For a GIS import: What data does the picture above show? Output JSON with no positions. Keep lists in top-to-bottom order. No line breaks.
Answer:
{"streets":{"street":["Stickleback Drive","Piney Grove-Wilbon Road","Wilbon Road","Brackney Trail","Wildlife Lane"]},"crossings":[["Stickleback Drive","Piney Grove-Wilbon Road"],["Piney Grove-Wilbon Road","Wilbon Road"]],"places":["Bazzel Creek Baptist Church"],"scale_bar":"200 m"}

Your instructions: Output the listing in full. Leave every line unchanged.

Solution to the exercise:
For a GIS import: What data does the picture above show? Output JSON with no positions. Keep lists in top-to-bottom order. No line breaks.
Answer:
{"streets":{"street":["Stickleback Drive","Piney Grove-Wilbon Road","Wilbon Road","Brackney Trail","Wildlife Lane"]},"crossings":[["Stickleback Drive","Piney Grove-Wilbon Road"],["Piney Grove-Wilbon Road","Wilbon Road"]],"places":["Bazzel Creek Baptist Church"],"scale_bar":"200 m"}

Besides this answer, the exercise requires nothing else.